§ WHAT IS REQUIRED: The lines below that include "linejoin" are to be found and copied.

Extracted data entries:
* * *
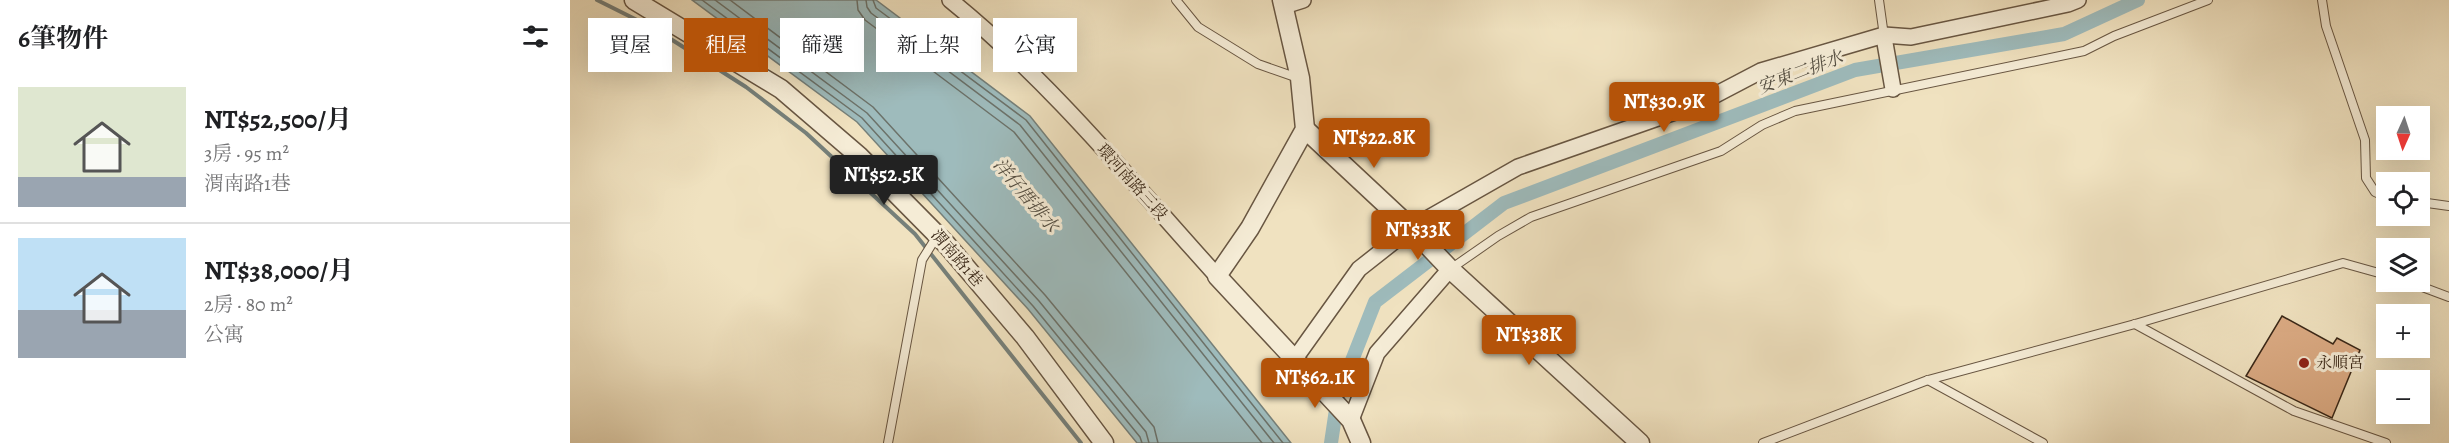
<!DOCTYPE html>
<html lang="zh-TW">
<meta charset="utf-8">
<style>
:root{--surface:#fff;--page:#f2f2f2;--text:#202124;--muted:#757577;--line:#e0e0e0;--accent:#b45309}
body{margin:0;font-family:Alegreya,"Noto Serif TC",serif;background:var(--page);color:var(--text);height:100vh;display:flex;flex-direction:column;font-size:22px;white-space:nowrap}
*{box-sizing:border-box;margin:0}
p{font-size:20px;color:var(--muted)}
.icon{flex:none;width:33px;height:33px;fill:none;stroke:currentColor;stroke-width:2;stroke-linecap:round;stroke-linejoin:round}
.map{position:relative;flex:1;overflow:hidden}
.details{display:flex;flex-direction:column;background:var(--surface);width:570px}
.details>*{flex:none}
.hud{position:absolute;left:18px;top:18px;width:570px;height:54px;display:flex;gap:12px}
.needle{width:39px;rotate:183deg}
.controls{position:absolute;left:1806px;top:106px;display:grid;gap:12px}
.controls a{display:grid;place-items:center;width:54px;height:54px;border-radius:0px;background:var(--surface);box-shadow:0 6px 24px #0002;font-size:30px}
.price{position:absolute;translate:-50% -51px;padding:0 14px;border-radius:6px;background:var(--accent);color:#fff;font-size:20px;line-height:39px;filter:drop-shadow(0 2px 3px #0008)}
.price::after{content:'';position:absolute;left:50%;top:36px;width:18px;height:14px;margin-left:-9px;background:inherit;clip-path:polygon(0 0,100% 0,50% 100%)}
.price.selected{background:#222;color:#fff}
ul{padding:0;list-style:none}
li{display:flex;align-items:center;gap:18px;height:150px;padding:0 18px}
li+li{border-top:2px solid var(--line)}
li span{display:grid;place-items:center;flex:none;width:168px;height:120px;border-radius:0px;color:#555}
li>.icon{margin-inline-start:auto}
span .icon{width:72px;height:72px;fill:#fffc;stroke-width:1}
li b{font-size:26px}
h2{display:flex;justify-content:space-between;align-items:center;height:72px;padding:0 18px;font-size:26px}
.tag{padding:0 21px;border-radius:0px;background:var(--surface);box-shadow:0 6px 24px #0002;font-size:21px;line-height:54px}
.tag.selected{background:var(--accent);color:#fff}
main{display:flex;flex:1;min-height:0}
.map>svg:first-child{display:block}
</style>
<main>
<section class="details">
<h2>6筆物件<svg class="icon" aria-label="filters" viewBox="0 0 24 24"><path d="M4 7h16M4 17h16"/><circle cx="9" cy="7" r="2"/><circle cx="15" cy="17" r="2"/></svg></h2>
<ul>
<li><span style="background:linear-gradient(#dfe7d0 75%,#9aa5b1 0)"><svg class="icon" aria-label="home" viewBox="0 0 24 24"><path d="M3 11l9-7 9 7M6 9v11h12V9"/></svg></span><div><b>NT$52,500/月</b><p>3房 · 95 m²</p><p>渭南路1巷</p></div></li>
<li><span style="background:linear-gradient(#bfe0f5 60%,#9aa5b1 0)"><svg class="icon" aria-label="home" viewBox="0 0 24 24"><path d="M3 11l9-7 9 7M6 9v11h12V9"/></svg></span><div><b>NT$38,000/月</b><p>2房 · 80 m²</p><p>公寓</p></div></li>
</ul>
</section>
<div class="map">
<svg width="1879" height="443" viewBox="0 0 1879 443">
<rect width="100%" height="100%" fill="#f0e2c0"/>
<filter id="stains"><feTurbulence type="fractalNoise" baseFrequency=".00333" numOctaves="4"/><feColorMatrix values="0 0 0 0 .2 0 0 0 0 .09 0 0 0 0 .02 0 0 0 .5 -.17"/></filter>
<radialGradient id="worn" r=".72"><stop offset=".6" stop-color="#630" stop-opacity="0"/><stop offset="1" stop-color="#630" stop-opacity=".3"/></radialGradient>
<path fill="#9ebbbc" stroke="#76807a" stroke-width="1.5" d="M 122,0 L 306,0 L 460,116 L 721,443 L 567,443 L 458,309 L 287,122 Z"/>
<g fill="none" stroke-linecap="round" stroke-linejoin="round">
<g stroke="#6c726a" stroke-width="1.5">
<path d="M 132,0 L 292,118 L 463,306 L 570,437 L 572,443"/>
<path d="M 145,0 L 297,113 L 469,301 L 576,432 L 579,443"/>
<path d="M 160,0 L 303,107 L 475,295 L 584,427 L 588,443"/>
<path d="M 287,0 L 288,10 L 295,20 L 444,132 L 692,443"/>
<path d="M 296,0 L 297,7 L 301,13 L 450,125 L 704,443"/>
<path d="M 303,0 L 306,8 L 456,120 L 713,443"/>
</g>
<path stroke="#76807a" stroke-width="4" d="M 27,0 L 85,29 L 176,87 L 236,133 L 345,234 L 511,443"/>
<path stroke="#9ebbbc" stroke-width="14" d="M 761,443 L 768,396 L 805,302 L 934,203 L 1285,70 L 1494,34 L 1568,0"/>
</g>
<path fill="#dbab84" stroke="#3a2818" stroke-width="1.5" d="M 1712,316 L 1763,344 L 1767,338 L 1790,350 L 1762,418 L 1676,376 Z"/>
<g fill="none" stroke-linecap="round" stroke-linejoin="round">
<defs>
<g id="service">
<path d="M 606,0 L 628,27 L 688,64 L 728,78"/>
<path d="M 1309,0 L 1314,36"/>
<path d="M 1752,0 L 1756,26 L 1795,140 L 1796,178 L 1805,192 L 1816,197"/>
<path d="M 1850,202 L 1879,206"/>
<path d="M 882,268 L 928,236 L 961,217 L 1151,151 L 1192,125 L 1225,111 L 1514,51 L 1544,36 L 1638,0"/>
<path d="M 1839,282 L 1879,297"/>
<path d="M 1565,324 L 1724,411 L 1816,443"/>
<path d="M 1358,380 L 1473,443"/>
<path d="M 318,443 L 352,260 L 367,236"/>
<path d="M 1193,443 L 1358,380 L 1565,324 L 1773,263 L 1816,275"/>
</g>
<g id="minor">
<path d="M 380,0 C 478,79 563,183 647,276"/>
<path d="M 714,6 L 733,0"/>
<path d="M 1315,43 L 1323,89"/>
<path d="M 724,360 L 789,269 L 841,228 L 948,167 L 1128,104 L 1191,71 L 1314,35 L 1341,37 L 1498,4 L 1508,0"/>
<path d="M 781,420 L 807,353 L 880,269"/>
</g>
<g id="tertiary">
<path d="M 64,0 L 211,89 L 289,156 L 377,245 L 455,337 L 534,443"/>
<path d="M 712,0 L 730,78 L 735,129 L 680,228 L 647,276 L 781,420 L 791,443"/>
<path d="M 735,129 L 841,228 L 880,269 L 1070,443"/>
</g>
</defs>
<use href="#service" stroke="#685642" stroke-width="10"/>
<use href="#minor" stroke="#685642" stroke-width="18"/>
<use href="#tertiary" stroke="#685642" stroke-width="21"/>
<use href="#service" stroke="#f5ecd6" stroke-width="8"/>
<use href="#minor" stroke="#f5ecd6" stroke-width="15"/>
<use href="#tertiary" stroke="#f5ecd6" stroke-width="18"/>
</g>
<circle fill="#8f2418" stroke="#f5ecd6" stroke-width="2" cx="1734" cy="363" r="6"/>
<g text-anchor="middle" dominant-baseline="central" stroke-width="6" stroke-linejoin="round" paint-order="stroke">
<g font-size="16" fill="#3a2818" stroke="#f5ecd6">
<text transform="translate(562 182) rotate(48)">環河南路三段</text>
<text transform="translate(387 258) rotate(49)">渭南路1巷</text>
</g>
<g font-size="16" fill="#3a2818" stroke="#f5ecd6" text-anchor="start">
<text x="1746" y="363">永順宮</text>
</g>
<g font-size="18" font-style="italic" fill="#534d41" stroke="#f5ecd6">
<text transform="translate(1230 72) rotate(-21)">安東二排水</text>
<text transform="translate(456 195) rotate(50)">洋仔厝排水</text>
</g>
</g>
<rect width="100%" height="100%" filter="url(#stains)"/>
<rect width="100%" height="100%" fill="url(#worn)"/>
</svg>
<div class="controls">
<a><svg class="needle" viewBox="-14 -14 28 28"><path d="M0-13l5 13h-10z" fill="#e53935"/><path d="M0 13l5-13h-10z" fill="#757577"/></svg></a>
<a><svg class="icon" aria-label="locate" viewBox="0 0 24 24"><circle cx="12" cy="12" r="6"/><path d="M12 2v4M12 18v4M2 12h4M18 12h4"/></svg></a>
<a><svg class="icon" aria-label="layers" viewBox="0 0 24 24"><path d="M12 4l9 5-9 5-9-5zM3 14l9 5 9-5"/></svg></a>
<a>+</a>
<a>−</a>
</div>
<b class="price" style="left:1094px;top:133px">NT$30.9K</b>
<b class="price" style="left:804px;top:169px">NT$22.8K</b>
<b class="price selected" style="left:314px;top:206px">NT$52.5K</b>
<b class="price" style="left:848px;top:261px">NT$33K</b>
<b class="price" style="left:959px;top:366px">NT$38K</b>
<b class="price" style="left:745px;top:409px">NT$62.1K</b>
<div class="hud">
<a class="tag">買屋</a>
<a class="tag selected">租屋</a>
<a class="tag">篩選</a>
<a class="tag">新上架</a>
<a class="tag">公寓</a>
</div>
</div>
</main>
* * *
§ FINISHED TASK:
.icon{flex:none;width:33px;height:33px;fill:none;stroke:currentColor;stroke-width:2;stroke-linecap:round;stroke-linejoin:round}
<g fill="none" stroke-linecap="round" stroke-linejoin="round">
<g fill="none" stroke-linecap="round" stroke-linejoin="round">
<g text-anchor="middle" dominant-baseline="central" stroke-width="6" stroke-linejoin="round" paint-order="stroke">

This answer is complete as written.